# Records supplied
☆ ☆ ☆ ☆ ☆

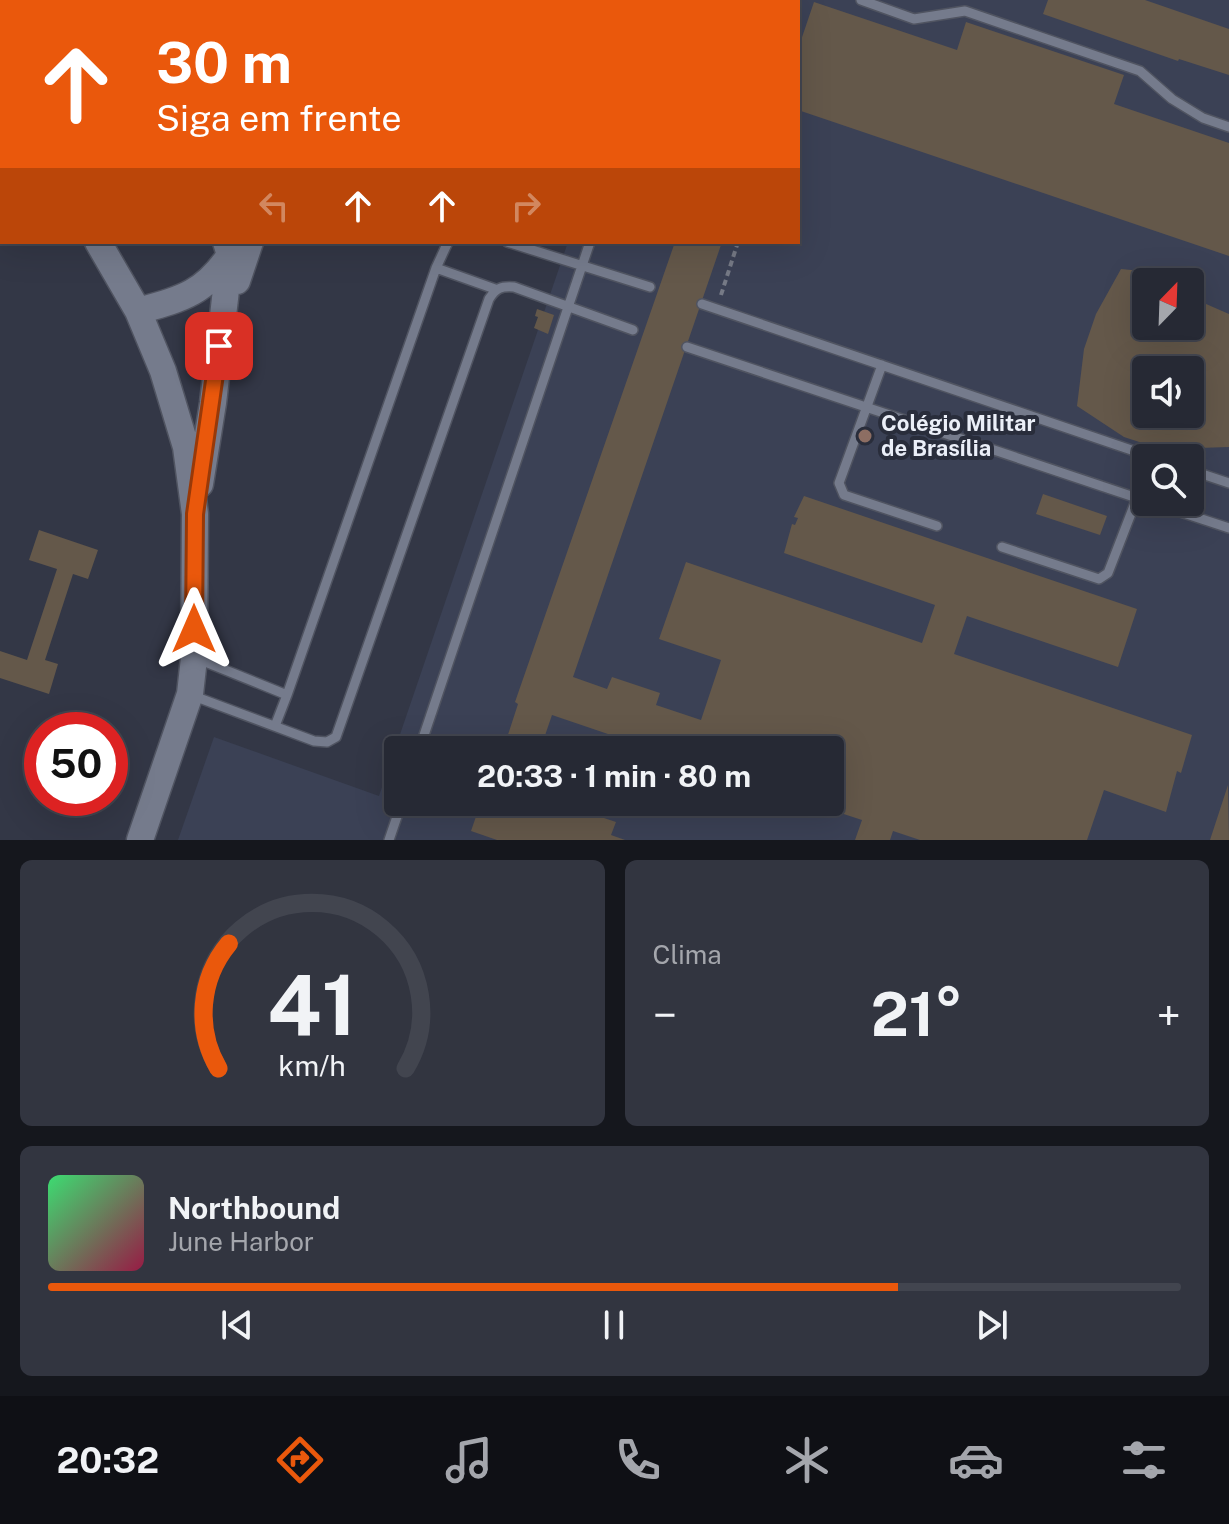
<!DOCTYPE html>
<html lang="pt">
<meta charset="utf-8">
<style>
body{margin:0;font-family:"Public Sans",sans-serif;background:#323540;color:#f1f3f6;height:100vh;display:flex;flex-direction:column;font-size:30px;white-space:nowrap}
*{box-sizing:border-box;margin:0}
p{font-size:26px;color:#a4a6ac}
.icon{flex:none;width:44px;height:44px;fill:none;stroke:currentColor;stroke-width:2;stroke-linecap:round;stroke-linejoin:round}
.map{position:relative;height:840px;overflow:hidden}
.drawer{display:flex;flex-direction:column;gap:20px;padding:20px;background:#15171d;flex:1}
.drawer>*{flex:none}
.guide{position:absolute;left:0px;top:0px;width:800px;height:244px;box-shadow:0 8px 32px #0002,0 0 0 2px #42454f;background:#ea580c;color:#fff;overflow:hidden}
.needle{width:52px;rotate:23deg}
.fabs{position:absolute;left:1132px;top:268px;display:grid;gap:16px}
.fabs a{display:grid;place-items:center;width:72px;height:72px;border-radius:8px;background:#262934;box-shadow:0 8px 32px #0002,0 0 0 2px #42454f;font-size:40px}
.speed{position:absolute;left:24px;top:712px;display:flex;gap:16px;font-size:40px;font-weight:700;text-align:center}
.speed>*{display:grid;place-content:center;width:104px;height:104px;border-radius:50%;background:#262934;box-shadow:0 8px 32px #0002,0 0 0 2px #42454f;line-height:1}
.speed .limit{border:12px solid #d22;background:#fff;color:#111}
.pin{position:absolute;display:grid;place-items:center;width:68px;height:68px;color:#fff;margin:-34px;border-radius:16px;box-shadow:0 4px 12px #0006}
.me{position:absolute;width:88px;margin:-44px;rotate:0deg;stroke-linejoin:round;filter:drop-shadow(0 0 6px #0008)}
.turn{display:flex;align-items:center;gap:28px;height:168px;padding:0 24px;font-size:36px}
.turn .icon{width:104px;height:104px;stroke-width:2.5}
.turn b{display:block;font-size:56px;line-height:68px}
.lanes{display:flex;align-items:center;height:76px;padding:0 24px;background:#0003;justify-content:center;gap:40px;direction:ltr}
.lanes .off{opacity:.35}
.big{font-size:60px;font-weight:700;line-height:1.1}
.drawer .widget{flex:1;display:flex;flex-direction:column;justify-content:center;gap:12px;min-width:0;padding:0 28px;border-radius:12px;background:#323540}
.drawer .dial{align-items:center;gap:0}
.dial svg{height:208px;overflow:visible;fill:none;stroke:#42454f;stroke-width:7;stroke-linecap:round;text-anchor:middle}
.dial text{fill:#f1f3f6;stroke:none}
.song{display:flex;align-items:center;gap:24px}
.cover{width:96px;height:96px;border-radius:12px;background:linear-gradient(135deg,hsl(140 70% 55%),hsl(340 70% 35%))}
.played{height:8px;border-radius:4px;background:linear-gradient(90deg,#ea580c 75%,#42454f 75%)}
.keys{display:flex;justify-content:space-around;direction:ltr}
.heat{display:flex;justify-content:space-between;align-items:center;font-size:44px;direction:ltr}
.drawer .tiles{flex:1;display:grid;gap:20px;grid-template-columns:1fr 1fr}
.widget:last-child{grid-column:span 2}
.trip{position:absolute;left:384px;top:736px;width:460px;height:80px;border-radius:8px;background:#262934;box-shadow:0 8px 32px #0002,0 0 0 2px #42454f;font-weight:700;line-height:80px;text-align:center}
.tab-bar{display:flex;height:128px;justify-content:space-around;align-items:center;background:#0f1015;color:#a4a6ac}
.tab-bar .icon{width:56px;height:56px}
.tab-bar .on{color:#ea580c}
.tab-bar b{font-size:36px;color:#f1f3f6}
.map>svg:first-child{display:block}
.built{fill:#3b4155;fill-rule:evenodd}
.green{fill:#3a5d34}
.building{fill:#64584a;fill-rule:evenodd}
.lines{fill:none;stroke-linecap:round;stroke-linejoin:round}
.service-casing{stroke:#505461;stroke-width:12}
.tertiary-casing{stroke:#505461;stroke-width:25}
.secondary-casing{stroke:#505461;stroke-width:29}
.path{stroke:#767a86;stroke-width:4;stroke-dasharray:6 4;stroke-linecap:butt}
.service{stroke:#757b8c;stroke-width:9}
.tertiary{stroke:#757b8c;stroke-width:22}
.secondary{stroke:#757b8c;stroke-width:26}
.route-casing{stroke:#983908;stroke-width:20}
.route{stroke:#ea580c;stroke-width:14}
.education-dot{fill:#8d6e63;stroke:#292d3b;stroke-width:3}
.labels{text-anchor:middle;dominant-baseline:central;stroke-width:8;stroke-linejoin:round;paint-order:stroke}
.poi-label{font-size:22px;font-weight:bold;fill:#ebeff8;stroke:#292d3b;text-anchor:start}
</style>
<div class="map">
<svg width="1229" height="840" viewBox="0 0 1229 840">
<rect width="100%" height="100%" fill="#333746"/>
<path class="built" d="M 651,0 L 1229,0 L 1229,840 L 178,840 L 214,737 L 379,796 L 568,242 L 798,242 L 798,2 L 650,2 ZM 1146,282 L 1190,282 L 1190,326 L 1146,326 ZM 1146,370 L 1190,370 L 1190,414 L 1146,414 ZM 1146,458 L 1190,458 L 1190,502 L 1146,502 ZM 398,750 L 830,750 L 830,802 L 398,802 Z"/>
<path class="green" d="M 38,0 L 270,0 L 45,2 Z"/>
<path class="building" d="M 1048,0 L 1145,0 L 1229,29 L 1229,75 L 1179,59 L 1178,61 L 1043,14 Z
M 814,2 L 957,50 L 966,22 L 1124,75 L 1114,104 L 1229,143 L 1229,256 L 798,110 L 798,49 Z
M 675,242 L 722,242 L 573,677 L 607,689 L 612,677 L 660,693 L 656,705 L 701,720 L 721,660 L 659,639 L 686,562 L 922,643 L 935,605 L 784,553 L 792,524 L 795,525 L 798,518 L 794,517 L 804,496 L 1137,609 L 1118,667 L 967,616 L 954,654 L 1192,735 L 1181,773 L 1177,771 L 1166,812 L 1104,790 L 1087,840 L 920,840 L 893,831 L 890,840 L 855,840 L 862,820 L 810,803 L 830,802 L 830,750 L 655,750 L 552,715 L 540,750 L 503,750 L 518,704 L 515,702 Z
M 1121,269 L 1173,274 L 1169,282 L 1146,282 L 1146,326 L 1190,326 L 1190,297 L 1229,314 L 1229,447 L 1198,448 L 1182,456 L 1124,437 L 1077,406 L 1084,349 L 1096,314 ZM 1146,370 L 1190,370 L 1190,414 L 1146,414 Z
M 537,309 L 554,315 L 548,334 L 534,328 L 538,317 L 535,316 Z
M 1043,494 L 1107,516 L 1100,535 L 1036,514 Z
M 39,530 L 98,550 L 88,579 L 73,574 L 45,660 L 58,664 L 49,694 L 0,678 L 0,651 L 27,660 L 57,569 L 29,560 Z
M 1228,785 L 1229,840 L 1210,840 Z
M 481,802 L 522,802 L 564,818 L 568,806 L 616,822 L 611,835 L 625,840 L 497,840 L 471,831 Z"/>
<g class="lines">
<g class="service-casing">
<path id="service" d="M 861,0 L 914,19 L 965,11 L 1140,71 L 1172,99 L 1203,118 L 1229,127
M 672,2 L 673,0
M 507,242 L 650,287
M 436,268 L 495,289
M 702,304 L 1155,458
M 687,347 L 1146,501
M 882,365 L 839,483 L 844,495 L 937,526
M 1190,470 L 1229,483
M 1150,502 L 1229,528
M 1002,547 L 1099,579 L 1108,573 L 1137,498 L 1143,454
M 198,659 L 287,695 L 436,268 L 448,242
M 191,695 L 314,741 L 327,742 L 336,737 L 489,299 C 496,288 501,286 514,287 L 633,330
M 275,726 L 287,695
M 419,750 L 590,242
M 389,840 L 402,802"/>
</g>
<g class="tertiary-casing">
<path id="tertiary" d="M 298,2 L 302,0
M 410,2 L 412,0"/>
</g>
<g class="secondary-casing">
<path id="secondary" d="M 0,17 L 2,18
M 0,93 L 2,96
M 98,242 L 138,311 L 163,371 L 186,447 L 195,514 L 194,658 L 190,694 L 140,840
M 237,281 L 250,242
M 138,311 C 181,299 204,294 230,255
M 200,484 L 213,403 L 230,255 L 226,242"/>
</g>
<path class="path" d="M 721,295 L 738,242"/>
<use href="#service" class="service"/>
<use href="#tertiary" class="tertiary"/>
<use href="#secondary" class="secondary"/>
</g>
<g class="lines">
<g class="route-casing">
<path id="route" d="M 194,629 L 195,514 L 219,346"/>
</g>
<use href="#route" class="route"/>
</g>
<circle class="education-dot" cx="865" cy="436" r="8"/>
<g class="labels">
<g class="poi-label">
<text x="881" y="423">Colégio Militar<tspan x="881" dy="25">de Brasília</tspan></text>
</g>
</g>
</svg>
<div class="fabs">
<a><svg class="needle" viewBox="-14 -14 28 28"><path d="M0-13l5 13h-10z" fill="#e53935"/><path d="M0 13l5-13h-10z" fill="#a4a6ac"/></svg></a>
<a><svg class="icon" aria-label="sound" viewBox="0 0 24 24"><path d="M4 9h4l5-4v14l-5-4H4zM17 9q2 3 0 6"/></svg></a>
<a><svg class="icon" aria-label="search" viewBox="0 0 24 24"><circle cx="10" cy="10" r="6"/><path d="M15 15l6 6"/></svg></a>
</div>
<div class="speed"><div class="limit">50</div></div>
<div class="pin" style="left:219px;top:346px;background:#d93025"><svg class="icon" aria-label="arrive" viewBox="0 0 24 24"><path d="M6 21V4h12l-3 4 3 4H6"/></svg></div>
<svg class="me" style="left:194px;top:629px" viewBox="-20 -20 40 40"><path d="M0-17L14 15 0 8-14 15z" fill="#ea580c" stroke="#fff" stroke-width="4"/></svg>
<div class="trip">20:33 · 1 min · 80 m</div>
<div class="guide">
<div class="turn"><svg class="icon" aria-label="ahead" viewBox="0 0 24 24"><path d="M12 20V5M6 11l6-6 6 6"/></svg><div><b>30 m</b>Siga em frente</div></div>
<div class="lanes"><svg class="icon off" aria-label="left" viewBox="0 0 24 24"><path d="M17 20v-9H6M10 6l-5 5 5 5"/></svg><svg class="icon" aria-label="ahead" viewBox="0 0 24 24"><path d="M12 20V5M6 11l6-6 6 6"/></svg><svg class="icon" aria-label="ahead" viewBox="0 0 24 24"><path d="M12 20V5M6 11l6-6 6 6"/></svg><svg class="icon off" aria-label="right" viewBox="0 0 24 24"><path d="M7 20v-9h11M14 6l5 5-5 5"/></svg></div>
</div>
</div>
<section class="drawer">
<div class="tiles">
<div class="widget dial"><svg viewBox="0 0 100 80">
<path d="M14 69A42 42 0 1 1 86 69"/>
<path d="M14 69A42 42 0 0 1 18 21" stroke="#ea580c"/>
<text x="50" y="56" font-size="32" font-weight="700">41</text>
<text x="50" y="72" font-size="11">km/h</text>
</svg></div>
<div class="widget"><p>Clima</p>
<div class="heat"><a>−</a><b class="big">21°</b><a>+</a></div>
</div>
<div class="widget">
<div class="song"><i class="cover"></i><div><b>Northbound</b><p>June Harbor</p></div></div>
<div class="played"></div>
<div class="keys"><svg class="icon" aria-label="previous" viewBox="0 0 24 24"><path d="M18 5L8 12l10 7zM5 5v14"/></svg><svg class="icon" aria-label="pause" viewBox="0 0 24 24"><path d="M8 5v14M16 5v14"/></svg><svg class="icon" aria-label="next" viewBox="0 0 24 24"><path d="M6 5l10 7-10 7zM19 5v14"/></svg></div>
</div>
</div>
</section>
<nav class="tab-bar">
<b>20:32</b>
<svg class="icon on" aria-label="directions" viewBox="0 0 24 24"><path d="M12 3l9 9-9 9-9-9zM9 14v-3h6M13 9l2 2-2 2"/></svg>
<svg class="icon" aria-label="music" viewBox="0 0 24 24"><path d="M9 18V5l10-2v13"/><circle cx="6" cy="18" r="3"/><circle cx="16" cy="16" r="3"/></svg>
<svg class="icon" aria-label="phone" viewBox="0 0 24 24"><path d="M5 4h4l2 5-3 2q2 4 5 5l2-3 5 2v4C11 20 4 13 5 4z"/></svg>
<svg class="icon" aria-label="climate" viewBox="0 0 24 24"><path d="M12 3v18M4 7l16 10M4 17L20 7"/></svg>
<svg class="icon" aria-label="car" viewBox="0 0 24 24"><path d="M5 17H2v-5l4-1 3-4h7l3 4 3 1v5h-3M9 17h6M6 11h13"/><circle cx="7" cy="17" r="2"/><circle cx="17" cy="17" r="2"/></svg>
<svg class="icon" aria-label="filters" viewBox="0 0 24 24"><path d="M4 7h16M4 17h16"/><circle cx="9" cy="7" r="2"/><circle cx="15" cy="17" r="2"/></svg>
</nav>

☆ ☆ ☆ ☆ ☆

# Required work
Where the string "built" shows up in the listing above, copy the line that holds it.

# Written answer
.built{fill:#3b4155;fill-rule:evenodd}
<path class="built" d="M 651,0 L 1229,0 L 1229,840 L 178,840 L 214,737 L 379,796 L 568,242 L 798,242 L 798,2 L 650,2 ZM 1146,282 L 1190,282 L 1190,326 L 1146,326 ZM 1146,370 L 1190,370 L 1190,414 L 1146,414 ZM 1146,458 L 1190,458 L 1190,502 L 1146,502 ZM 398,750 L 830,750 L 830,802 L 398,802 Z"/>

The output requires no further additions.